Welcome to the forum and how about posting some pictures of Alma!!

Alma is quite normal - a lot of puppies are shy, freightened when they start going for walks in the big wide world - it is all so new to them. Do you take her to puppy obedience classes they are great for socializing and maybe you can arrange to meet up with another older pup for a walk, Having a play mate would give her confidence.

If you can't find her a friend to walk with, take her favorite toy and play with her. Do some training to distract her. Practise sit and recall and give her treats when she comes so the whole experience becomes fun and something to look forward to.

It will get better - hang on in there


----------



## AlmaPup (Sep 18, 2012)

Some photos:


----------



## AlmaPup (Sep 18, 2012)

hotmischief said:


> Hi Almapup,
> 
> Welcome to the forum and how about posting some pictures of Alma!!
> 
> ...



It's not really easy to find a play mate, we tried walking her with another dog, she seems like she just wants to play and not walk properly 

I''ll try with the toy and let you know how it went


----------



## dmak (Jul 25, 2012)

When i was teaching Kauzy walking etiquette, I would keep a treat in my hand down by my waist. He would become fixated on the treat and as we would walk I would repeat our heel command. He learned it pretty quick, but at 2 his nose still gets glued to the ground at times.

Alma is a very cute pup


----------



## texasred (Jan 29, 2012)

She sounds like she does enjoy her walks to me. She is just checking everything out in her new world, which may not be the same direction you want to go.  Puppies want to see, smell and taste everything.
Pups also have a short attention span and only time and easy puppy training will get you the walk your wanting from her.


----------



## AlmaPup (Sep 18, 2012)

It's ok when she explores, I expected that 
We went for a walk today, and she was kinda sleepy before that, so for the first 20min I was practicaly dragging her.

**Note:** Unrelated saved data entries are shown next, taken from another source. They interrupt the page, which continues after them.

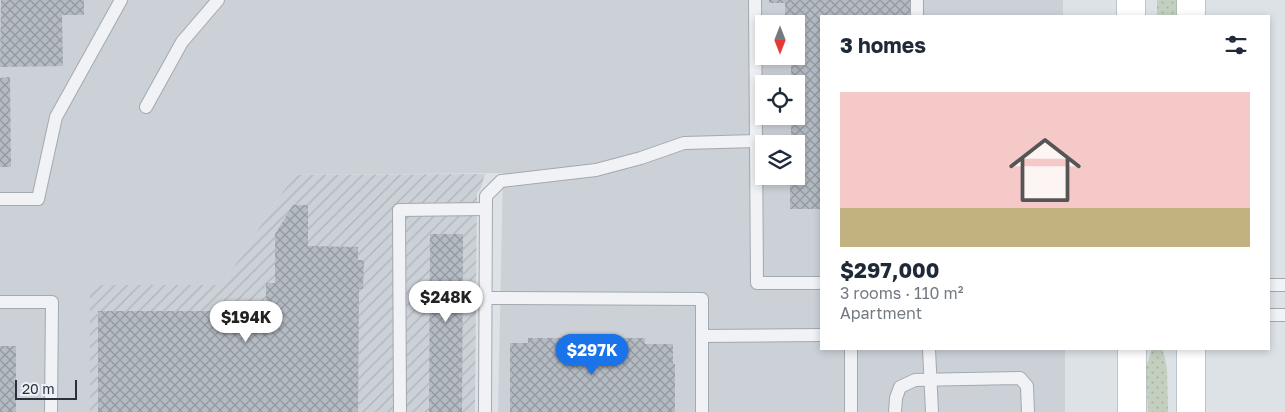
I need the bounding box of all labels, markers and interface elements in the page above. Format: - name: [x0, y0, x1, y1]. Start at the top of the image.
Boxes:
- north arrow: [755, 15, 805, 65]
- map controls: [755, 15, 805, 185]
- icon: filters: [1222, 31, 1250, 59]
- text: 3 homes: [840, 32, 926, 58]
- button: locate: [755, 75, 805, 125]
- icon: home: [1000, 125, 1090, 215]
- button: layers: [755, 135, 805, 185]
- text: $297,000: [840, 257, 939, 283]
- pin: $248K: [411, 280, 481, 323]
- text: 3 rooms · 110 m²: [840, 283, 963, 303]
- text: $248K: [420, 287, 472, 307]
- pin: $194K: [211, 300, 281, 343]
- text: Apartment: [840, 303, 922, 323]
- text: $194K: [221, 307, 271, 327]
- pin: $297K: [557, 334, 627, 376]
- text: $297K: [567, 340, 617, 360]
- scale bar: [15, 377, 78, 400]
- text: 20 m: [22, 380, 55, 397]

But when we got to the park and she met other dogs, everything was great! It was actually the first time I let her of the leash outside of our garden and she responded to me calling her.

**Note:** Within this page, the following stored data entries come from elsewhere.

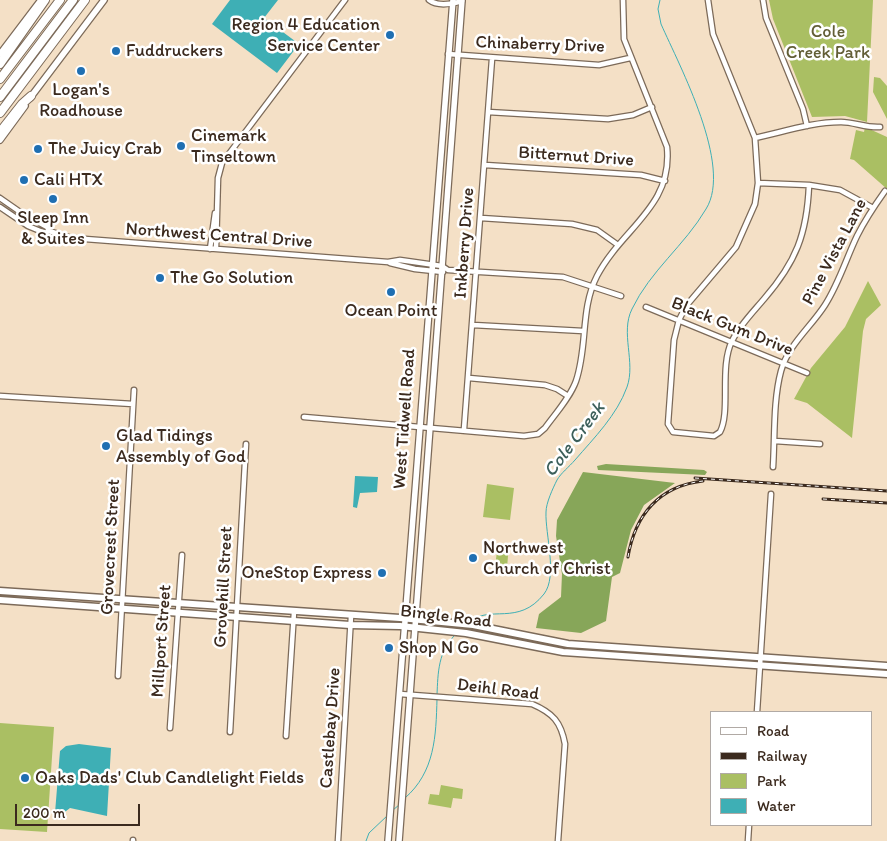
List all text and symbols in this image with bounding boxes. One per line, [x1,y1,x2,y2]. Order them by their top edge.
place label: Region 4 Education Service Center [232,14,380,56]
park label: Cole Creek Park [786,21,870,64]
marker: Region 4 Education Service Center [384,29,396,41]
street label: Chinaberry Drive [475,32,605,58]
place label: Fuddruckers [126,40,223,62]
marker: Fuddruckers [110,45,122,57]
marker: Logan's Roadhouse [75,65,87,77]
place label: Logan's Roadhouse [39,79,123,122]
place label: Cinemark Tinseltown [191,125,276,168]
place label: The Juicy Crab [48,138,162,160]
marker: Cinemark Tinseltown [175,140,187,152]
street label: Bitternut Drive [518,142,634,172]
marker: The Juicy Crab [32,143,44,155]
place label: Cali HTX [34,169,103,191]
marker: Cali HTX [18,174,30,186]
street label: Inkberry Drive [450,187,480,299]
marker: Sleep Inn & Suites [47,193,59,205]
street label: Pine Vista Lane [798,195,872,309]
place label: Sleep Inn & Suites [17,207,89,250]
street label: Northwest Central Drive [125,219,313,253]
place label: The Go Solution [170,267,293,289]
marker: The Go Solution [154,272,166,284]
marker: Ocean Point [385,286,397,298]
street label: Black Gum Drive [668,293,796,361]
place label: Ocean Point [345,300,437,322]
street label: West Tidwell Road [389,348,421,490]
water label: Cole Creek [539,398,611,482]
place label: Glad Tidings Assembly of God [116,425,246,468]
marker: Glad Tidings Assembly of God [100,440,112,452]
street label: Grovecrest Street [97,478,125,616]
street label: Grovehill Street [210,526,238,648]
place label: Northwest Church of Christ [483,537,611,580]
marker: Northwest Church of Christ [467,552,479,564]
place label: OneStop Express [241,562,372,584]
marker: OneStop Express [376,567,388,579]
street label: Millport Street [147,584,177,698]
street label: Bingle Road [399,601,493,633]
place label: Shop N Go [399,637,479,659]
marker: Shop N Go [383,642,395,654]
street label: Castlebay Drive [316,667,346,789]
street label: Deihl Road [456,674,540,706]
legend [710,711,872,826]
text: Road [757,722,789,740]
text: Railway [757,747,807,765]
place label: Oaks Dads' Club Candlelight Fields [35,767,304,789]
marker: Oaks Dads' Club Candlelight Fields [19,772,31,784]
text: Park [757,772,787,790]
scale bar [18,794,142,826]
text: Water [757,797,795,815]
text: 200 m [23,804,65,822]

Thank you all for advise, it's really nice to have Vizsla owners' help


----------



## MilesMom (Jun 21, 2012)

It took Miles until he was about 4 months until he was a good walker! Now he's great (as long at it's not too hot!)


----------



## AlmaPup (Sep 18, 2012)

MilesMom said:


> It took Miles until he was about 4 months until he was a good walker! Now he's great (as long at it's not too hot!)


Thanks for the answer, hopefully she'll do better as she grows.

And how do they behave in rain?


----------



## EastBayer (Aug 17, 2012)

It takes Milo & I almost an hour to walk 4 blocks, I kid you not. She is just over 3 months old. She'll sniff a spot forever or sit and refuse to walk for a few minutes. I just wait and when she makes eye contact with me or checks back, I slip her a kibble and off we go. I can't wait til we can go further. 

Off leash walks are great, however! We live very close to parks where she can go off leash and she runs like a nut but checks on us constantly.


----------



## Ozkar (Jul 4, 2011)

Welcome Almapup. A big Roo Roo Roo welcome from Astro, Ozkar and little Zsa Zsa to little Alma. I just love Alma's colouring and those to die for eyes. 

Almapup, every pup is different and they all will eventually be hassling you for walks rather than you having to drag them along. One thing I would suggest in addition to the others comments, is to always ensure you don't make a big deal of it if she is dragging the chain. Try and remain calm and not let her feel your frustration. 

One other suggestion, is to us whatever motivates her at home, to motivate her on her walks.


----------



## AlmaPup (Sep 18, 2012)

Ozkar said:


> Almapup, every pup is different and they all will eventually be hassling you for walks rather than you having to drag them along. One thing I would suggest in addition to the others comments, is to always ensure you don't make a big deal of it if she is dragging the chain. Try and remain calm and not let her feel your frustration.


Thanks for the kind words!
It does get so frustrating to walk her, especially when I'm alone. If somebody is with me, usually my mom it's much much easier, cause if Alma stops I have what to do, not just stand in the street and talk with a puppy 

So, today is raining, whole morning and probably whole day. What am I supposed to do?? We went outside, she started shivering so I just let her do her business in the garden and then she marched of in the house. I know I shouldn't do that, if she doesn't have her 45min walk in the morning she'll be crazy in the house


----------



## Ozkar (Jul 4, 2011)

Almapup, nothing wrong with standing in the street talking to a pup. you'll also quickly learn that Vizslas are way nicer to be with than people


----------



## hotmischief (Mar 11, 2012)

Alma - you should be standing in the street talking to yor pup all the time. Do some recalls on the lead to encourage her to walk forward, Use treats like dmak suggested.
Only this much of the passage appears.